Consider, for example, a team that is arguing over whether a particular story should be estimated at 5 or 8 points. If the team is under pressure (real or just perceived) to increase velocity they will be more likely to assign the 8. The next story the team considers is slightly larger. They compare it to the newly assigned 8 and decide to give it a 13. Without pressure to improve velocity, this same team may have given the first item a 5 and the second (slightly larger still) item an 8. In this one scenario the team has inflated their points from 5+8=13 to 8+13=21, or more than 50%.
Mike does advocate the creation of a common baseline, however he also warns the managers to be cautious and be on a constant lookout for scenarios in which the story points might be inflated.

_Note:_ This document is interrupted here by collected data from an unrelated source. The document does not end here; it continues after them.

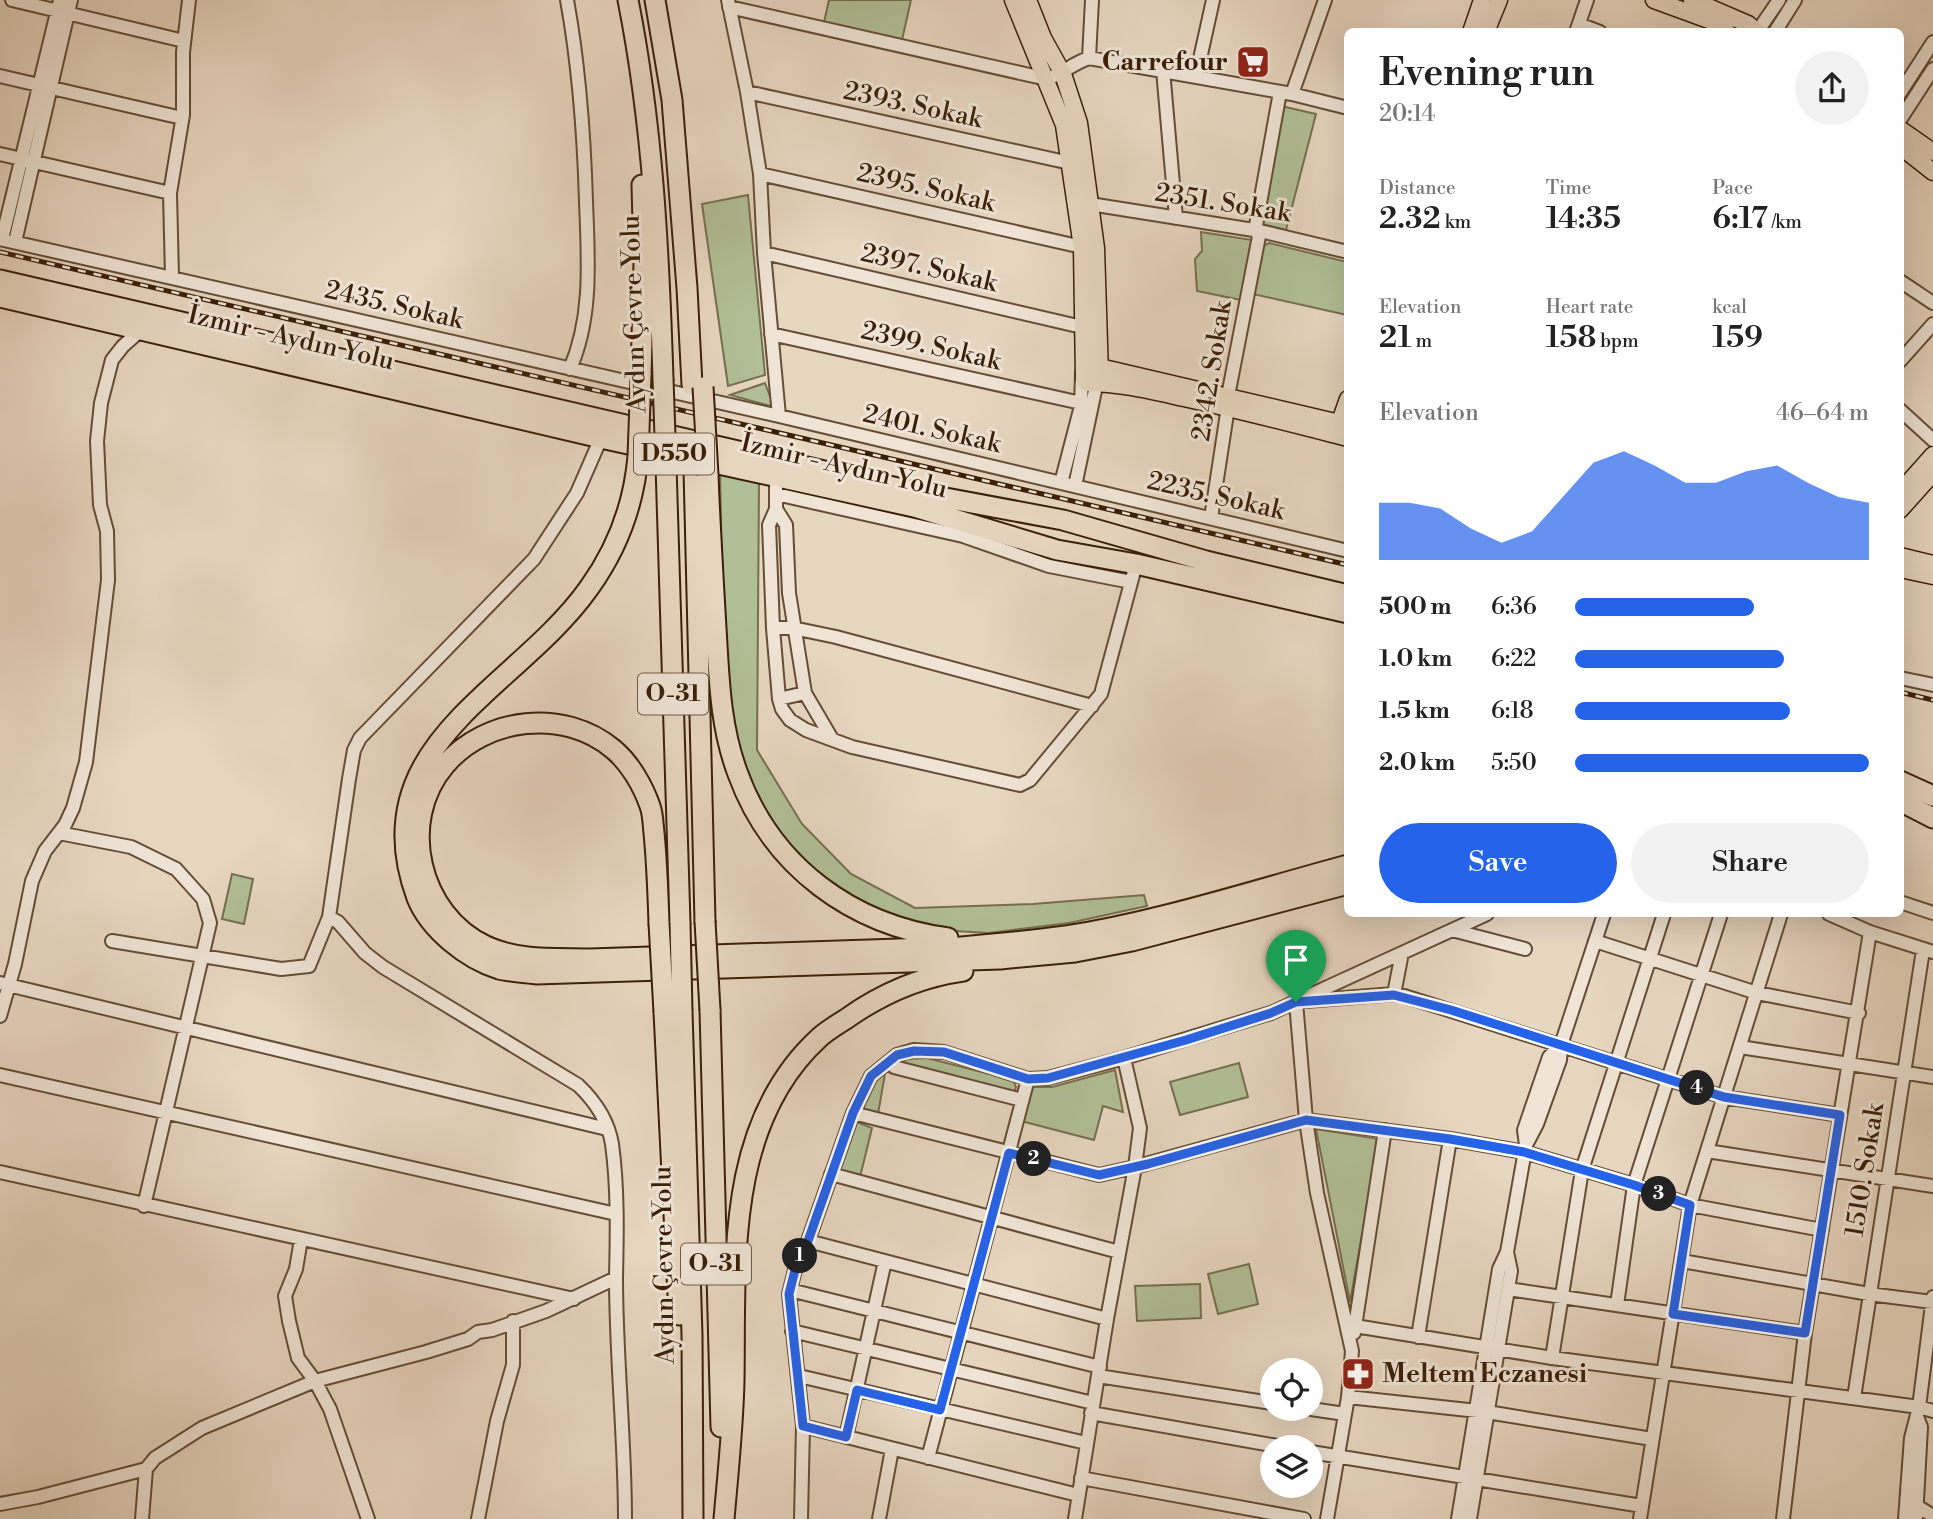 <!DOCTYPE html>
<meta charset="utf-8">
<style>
:root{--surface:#fff;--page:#f2f2f2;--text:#222;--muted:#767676;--accent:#2563eb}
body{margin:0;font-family:"Libre Bodoni",serif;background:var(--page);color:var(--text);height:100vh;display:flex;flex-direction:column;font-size:26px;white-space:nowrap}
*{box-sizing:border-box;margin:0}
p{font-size:23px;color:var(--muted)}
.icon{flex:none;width:38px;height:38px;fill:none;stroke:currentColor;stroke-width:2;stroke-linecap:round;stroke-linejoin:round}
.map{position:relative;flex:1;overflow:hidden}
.drawer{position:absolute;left:1344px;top:28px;width:560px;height:889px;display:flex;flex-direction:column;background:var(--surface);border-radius:10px;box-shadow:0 7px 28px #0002}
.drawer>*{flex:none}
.buttons{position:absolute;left:1260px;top:1358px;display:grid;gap:14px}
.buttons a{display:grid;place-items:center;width:63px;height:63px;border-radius:50%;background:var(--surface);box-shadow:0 7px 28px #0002;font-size:35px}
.pin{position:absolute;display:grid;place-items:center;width:60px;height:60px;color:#fff;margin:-72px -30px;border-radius:50% 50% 50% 0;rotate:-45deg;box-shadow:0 0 7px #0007}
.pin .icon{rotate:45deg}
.km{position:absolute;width:35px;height:35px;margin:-18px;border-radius:50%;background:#222;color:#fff;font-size:19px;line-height:35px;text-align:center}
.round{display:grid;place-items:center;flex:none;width:74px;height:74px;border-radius:37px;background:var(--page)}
.head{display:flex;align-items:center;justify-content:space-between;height:119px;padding:0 35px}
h1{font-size:38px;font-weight:600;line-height:52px}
.figures{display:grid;grid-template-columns:repeat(3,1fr);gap:10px;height:119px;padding:7px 35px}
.figures div{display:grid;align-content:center}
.figures b{font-size:30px;font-weight:600}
.figures small{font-size:19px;font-weight:400}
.figures p{font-size:19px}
.chart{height:196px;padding:14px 35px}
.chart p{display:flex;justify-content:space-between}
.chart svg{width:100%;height:126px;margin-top:7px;fill:var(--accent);opacity:.7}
.primary-button{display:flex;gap:14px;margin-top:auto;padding:14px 35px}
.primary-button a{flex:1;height:80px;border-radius:42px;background:var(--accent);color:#fff;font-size:28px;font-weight:600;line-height:80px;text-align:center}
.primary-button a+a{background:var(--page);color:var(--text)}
ul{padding:0 35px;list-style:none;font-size:23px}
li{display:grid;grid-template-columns:112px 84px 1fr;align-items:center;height:52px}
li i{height:18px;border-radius:9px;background:var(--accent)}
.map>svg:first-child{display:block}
.green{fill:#b1bf96;stroke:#766f4f;stroke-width:2}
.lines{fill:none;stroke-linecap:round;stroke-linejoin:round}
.minor-casing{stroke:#654d36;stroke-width:16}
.major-casing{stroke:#3a1f08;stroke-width:19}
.highway-casing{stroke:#3a1f08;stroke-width:23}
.minor{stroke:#efe4d6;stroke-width:12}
.major{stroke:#e7d6c0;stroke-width:16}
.highway{stroke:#e7d6c0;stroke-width:19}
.rail-casing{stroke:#3a1f08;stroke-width:5}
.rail{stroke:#efe4d6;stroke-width:2.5;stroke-dasharray:8;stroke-linecap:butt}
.highway-bridge-casing{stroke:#3a1f08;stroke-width:23;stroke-linecap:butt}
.highway-bridge{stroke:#e7d6c0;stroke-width:19}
.route-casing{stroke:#fff;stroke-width:14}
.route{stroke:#2563eb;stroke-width:9}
.labels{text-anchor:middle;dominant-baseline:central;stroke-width:6;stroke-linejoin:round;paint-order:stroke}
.shield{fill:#efe4d6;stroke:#705a46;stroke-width:2}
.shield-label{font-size:24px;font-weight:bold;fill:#3a1f08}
.poi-label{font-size:26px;font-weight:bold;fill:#3a1f08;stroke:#efe4d6;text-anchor:end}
.street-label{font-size:26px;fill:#3a1f08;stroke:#efe4d6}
</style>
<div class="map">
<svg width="1933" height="1519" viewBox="0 0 1933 1519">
<rect width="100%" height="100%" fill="#e7d6c0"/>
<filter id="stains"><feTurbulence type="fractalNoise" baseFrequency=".00286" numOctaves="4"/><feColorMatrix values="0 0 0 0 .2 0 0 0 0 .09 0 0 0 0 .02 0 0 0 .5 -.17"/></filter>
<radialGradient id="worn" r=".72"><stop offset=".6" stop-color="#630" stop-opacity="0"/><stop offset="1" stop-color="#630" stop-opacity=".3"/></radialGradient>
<path class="green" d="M829 0H911L902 40 824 22Z
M1281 106 1316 114 1286 230 1258 223Z
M748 195 765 375 728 386 702 204Z
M1201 232 1252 240 1241 300 1197 291 1195 259 1202 251Z
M1269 243 1347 262V315L1253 294 1262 247Z
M765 383 774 407 730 395Z
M720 471 759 483 757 750 802 824 851 874 915 908 1033 904 1144 895 1147 906 1069 923 989 933 936 930 905 922 828 885 785 840 749 784 736 748 728 701 723 622Z
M232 874 253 879 244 924 222 919Z
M927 1058 1013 1080 1016 1087 1013 1097 899 1065 907 1059Z
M1239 1063 1248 1097 1180 1115 1170 1082Z
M886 1068 878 1114 863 1110 870 1090Z
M1115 1070 1123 1112 1103 1106 1094 1140 1021 1121 1030 1087H1052Z
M857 1122 872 1128 860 1177 844 1173 838 1165Z
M1316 1129 1379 1139 1350 1302Z
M1249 1264 1258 1304 1218 1314 1208 1274Z
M1200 1284 1201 1318 1137 1321 1135 1286Z"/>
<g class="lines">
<defs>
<path id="minor" d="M12 0 184 41
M567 0C579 66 584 135 586 201 588 258 593 316 570 369
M728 0 747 92 760 174 764 253 779 416
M729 7 1047 79C1063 74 1073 63 1089 58L1292 94 1348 108
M1579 24 1600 32
M1576 32 1587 0
M1757 32 1779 0
M1775 32 1795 0
M1089 58 1092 0
M1163 70 1176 218
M0 76 182 118
M1196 77 1213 0
M747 92 1070 163
M1900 93 1933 42
M1292 94 1325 0
M1900 120 1933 69
M0 154 170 193
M760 174 1082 247
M1090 204 1260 231 1348 252
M1255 231 1280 92
M0 239 779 416 1348 551
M2 239 60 0
M15 242 71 0
M764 253 1082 327
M172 277 170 193 183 115V52L189 0
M1900 281 1933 303
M771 334 1081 403
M1900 361 1933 324
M1900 410 1933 440
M601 438 577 493 534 559 360 738 354 750 349 779 329 917 338 922 365 953 383 967 578 1085C596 1102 608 1120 612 1144 618 1188 617 1234 616 1278 616 1358 625 1439 625 1519
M776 476V509L769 525 773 628 779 699 782 709 790 720 806 730 852 747 1020 785 1030 780 1101 694 1136 564
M1061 483 1081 406 1082 373
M1075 486 1097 381
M776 494 963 536 1049 566 1131 582
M776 509 786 525 789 593 805 693 832 739
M1211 518 1228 407V396L1260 231
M773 628H793L836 637 1092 706
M1900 678 1933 685
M779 699 805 693
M59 833 131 847 176 869 203 899 210 923 144 1206
M1900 902 1933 913
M1829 914 1870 932 1933 952
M1452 930 1525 949
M112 941 281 969 309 966 329 917
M1595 941 1757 993 1859 1013
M0 983 607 1129
M1394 994 1402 953
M1306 1001 1394 994 1404 996 1724 1097 1840 1115
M1296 1002 1306 1120 1317 1193 1352 1351 1348 1397 1327 1519
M0 1016 15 964 32 881 45 851 65 825 73 808 86 762 108 580 107 531 100 505 97 441 101 403 112 360 123 346 141 330
M1740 1047 1933 1077
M891 1060 894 1067 1022 1100
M0 1075 616 1214
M853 1113 1099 1175 1135 1167 1140 1128 1124 1058
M1526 1145 1524 1130 1549 1057 1561 1045
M1707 1151 1933 1186
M0 1172 574 1299
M831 1174 1119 1252
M301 1239 296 1269 285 1296 289 1321 298 1358 315 1381 330 1409 368 1519
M808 1241 1107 1319
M1682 1261 1869 1294 1932 1302
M1508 1289 1805 1333
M790 1290 1100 1367
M1617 1305 1634 1185 1721 914
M1355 1326 1552 1358 1919 1407 1933 1411
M792 1331 1093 1403
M1354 1333 1385 1130
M1418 1337 1450 1139
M1552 1358 1582 1170 1664 914
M799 1376 1086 1443
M1098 1376 1272 1403
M1348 1397 1487 1412 1652 1439
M1854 1398 1923 950
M1311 1409 1345 1414
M1091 1413 1283 1447
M803 1426 1078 1495
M846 1437 885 1261
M1311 1452 1642 1506
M928 1458 1028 1079
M1081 1478 1304 1519
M0 1504 38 1497 146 1469
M1917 1506 1933 1516
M142 1519 146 1469 155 1458 202 1428 315 1381 426 1352 468 1339 478 1332 492 1330 546 1311 616 1278
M478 1519 497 1421 513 1365V1321
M801 1519 803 1426 789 1294 797 1262 808 1241 853 1113 871 1076 897 1055 914 1050 944 1052 1028 1079 1048 1078 1124 1058 1271 1013 1487 914
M879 1519 892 1449
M1075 1519 1107 1319 1135 1167 1306 1120 1450 1139 1524 1152 1634 1185 1690 1205 1822 1230
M1458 1519 1499 1269 1507 1252 1526 1145 1537 1124 1560 1060 1561 1045 1604 914
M1470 1519 1511 1271 1507 1252
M1640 1519 1690 1205 1781 914
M1783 1519 1805 1333 1870 932
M1905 1519 1911 1438 1919 1407 1933 1297
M1916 1519 1921 1427 1918 1419"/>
<path id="major" d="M1013 0 1064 125 1082 247 1084 379 1088 383C1120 383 1152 391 1184 398 1239 410 1293 424 1348 438
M1028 0 1043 38 1063 74 1079 123 1096 248 1100 375 1097 381
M1654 0 1717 23 1727 32
M1692 0 1748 24 1757 32
M1471 32 1482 0
M1486 32 1499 0
M1900 129 1933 152
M1900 146 1933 172
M1091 365 1348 425
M1336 433 1348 399
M1900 492 1933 455
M1900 510 1933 473
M1900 556 1933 564
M1900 569 1933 576"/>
<path id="highway" d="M628 0C653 126 659 251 663 379
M655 0 672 100 687 288 692 385
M0 280 919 493 1063 520 1206 561 1348 595
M0 297 601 438 914 507 1057 550 1136 564 1348 613
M641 375 644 262 642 185
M638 456C634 504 617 549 589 588 516 691 360 744 417 898 430 930 467 959 499 969 510 972 524 972 536 974L1000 959 1075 952 1132 941 1348 884
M666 465 680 923
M694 470 705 921
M708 475C710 526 713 577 716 628 719 677 720 727 738 774 772 867 852 925 948 938
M1900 781 1933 796
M1900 801 1933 818
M659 923C658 893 657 863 654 833 653 824 653 814 650 806 643 786 630 763 613 749 564 708 486 717 445 765 397 821 419 915 486 946 518 961 555 958 590 959L960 947C995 944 1031 941 1066 936 1161 921 1255 890 1348 865
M710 1010 721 1427
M682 1011 692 1335 693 1519
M664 1012 679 1315
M724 1519C728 1473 733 1427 734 1381 736 1264 724 1124 820 1037 828 1030 838 1024 846 1019 881 994 920 977 963 971"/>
</defs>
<use href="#minor" class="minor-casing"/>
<use href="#major" class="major-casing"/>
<use href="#highway" class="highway-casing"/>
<use href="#minor" class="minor"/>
<use href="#major" class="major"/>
<use href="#highway" class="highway"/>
<defs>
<path id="rail" d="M0 252 1348 565
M1900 692 1933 700"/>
</defs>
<use href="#rail" class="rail-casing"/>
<use href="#rail" class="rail"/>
<defs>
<path id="highway-bridge" d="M663 379 666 465
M703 387 708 475
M638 456 641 375
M705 921 710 1010
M659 923 664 1012
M680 923 682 1011"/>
</defs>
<use href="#highway-bridge" class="highway-bridge-casing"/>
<use href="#highway-bridge" class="highway-bridge"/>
</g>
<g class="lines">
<defs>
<path id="route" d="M1394 995 1451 1010 1724 1097 1840 1115 1805 1333 1673 1314 1690 1205 1634 1185 1524 1152 1450 1139 1306 1120 1148 1164 1099 1175 1009 1153 940 1410 857 1390 846 1437 803 1426 789 1294 797 1262 808 1241 853 1113 871 1076 897 1055 914 1051 944 1052 1028 1079 1048 1078 1186 1040 1271 1013 1296 1002Z"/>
</defs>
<use href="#route" class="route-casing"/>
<use href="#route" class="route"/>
</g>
<defs>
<symbol id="supermarket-square" viewBox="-11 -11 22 22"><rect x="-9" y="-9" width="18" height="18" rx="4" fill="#8f2418" stroke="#efe4d6"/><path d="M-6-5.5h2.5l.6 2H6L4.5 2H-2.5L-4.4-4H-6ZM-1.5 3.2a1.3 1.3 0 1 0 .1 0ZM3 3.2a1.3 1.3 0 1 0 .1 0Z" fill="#fff"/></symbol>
<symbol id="pharmacy-square" viewBox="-11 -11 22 22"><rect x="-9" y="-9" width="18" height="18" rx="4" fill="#8f2418" stroke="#efe4d6"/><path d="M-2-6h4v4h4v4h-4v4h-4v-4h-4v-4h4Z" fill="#fff"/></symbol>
</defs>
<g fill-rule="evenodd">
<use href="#supermarket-square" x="1234" y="43" width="38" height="38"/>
<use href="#pharmacy-square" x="1339" y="1355" width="38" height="38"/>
</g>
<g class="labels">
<g class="shield">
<rect x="634" y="433.5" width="80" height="41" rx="5"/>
<rect x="638" y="673.5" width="70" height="41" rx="5"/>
<rect x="681" y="1243.5" width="70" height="41" rx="5"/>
</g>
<g class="shield-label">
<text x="674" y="454">D550</text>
<text x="673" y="694">O-31</text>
<text x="716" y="1264">O-31</text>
</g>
<g class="poi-label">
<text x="1228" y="62">Carrefour</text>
<text x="1382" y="1374" text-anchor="start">Meltem Eczanesi</text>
</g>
<g class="street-label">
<text transform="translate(913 105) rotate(12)">2393. Sokak</text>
<text transform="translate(926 188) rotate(13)">2395. Sokak</text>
<text transform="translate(1223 203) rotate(9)">2351. Sokak</text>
<text transform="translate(929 268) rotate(13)">2397. Sokak</text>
<text transform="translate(394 305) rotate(13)">2435. Sokak</text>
<text transform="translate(634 314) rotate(-92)">Aydın Çevre Yolu</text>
<text transform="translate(291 338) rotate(13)">İzmir - Aydın Yolu</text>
<text transform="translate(931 346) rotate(13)">2399. Sokak</text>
<text transform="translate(1212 371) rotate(-81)">2342. Sokak</text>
<text transform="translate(932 429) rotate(13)">2401. Sokak</text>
<text transform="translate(844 466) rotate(13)">İzmir - Aydın Yolu</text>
<text transform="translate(1216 496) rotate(13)">2235. Sokak</text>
<text transform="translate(1865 1170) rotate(-81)">1510. Sokak</text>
<text transform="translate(664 1265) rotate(-91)">Aydın Çevre Yolu</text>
</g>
</g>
<rect width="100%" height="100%" filter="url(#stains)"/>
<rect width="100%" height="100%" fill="url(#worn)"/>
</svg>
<div class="buttons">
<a><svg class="icon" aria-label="locate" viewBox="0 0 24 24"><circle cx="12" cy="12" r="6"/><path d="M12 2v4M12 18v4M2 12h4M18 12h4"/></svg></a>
<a><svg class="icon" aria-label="layers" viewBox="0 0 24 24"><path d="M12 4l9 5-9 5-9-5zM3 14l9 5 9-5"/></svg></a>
</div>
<div class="pin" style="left:1296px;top:1002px;background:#1e9e55"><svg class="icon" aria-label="arrive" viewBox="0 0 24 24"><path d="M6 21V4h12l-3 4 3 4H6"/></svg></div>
<b class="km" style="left:800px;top:1256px">1</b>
<b class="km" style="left:1034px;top:1159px">2</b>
<b class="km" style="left:1659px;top:1194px">3</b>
<b class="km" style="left:1697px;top:1088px">4</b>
<section class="drawer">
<div class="head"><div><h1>Evening run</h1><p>20:14</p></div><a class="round"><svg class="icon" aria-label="share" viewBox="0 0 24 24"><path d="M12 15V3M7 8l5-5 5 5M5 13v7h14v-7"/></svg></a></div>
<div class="figures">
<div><p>Distance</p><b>2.32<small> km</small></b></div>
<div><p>Time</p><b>14:35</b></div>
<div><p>Pace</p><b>6:17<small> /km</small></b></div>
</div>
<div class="figures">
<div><p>Elevation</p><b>21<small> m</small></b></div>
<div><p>Heart rate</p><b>158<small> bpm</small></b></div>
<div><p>kcal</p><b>159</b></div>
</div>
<div class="chart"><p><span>Elevation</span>46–64 m</p>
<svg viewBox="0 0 160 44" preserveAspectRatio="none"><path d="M0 44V24L10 24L20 26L30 33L40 38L50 34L60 22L70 10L80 6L90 11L100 17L110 17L120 13L130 11L140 17L150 22L160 24V44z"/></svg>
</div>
<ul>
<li><b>500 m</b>6:36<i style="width:61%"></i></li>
<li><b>1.0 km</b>6:22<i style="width:71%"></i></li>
<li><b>1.5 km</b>6:18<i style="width:73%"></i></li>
<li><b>2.0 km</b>5:50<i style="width:100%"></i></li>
</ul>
<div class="primary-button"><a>Save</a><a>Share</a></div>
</section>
</div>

Dave Nicolette mentioned an interesting example on how the story points might vary across teams.
How many Elephant Points are there in the veldt? Let's conduct a poll of the herds. Herd A reports 50,000 kg. Herd B report 84 legs. Herd C reports 92,000 lb. Herd D reports 24 head. Herd E reports 546 elephant sounds per day. Herd F reports elephant skin rgb values of (192, 192, 192). Herd G reports an average height of 11 ft. So, there are 50,000 + 84 + 92,000 + 24 + 546 + 192 + 11 = 142,857 Elephant Points in the veldt. The average herd has 20,408.142857143 Elephant Points. We know this is a useful number because there is a decimal point in it.
He added that if these story points were now plotted on a graph then going by the numbers it would be easy to fire Herds D & G and reward the Herds A & C.
Thus, in most circumstances it would be a futile exercise to compare velocity across teams. If somehow, there is a consensus built across teams for assigning story points then one might attempt to compare but that too with a great deal of caution.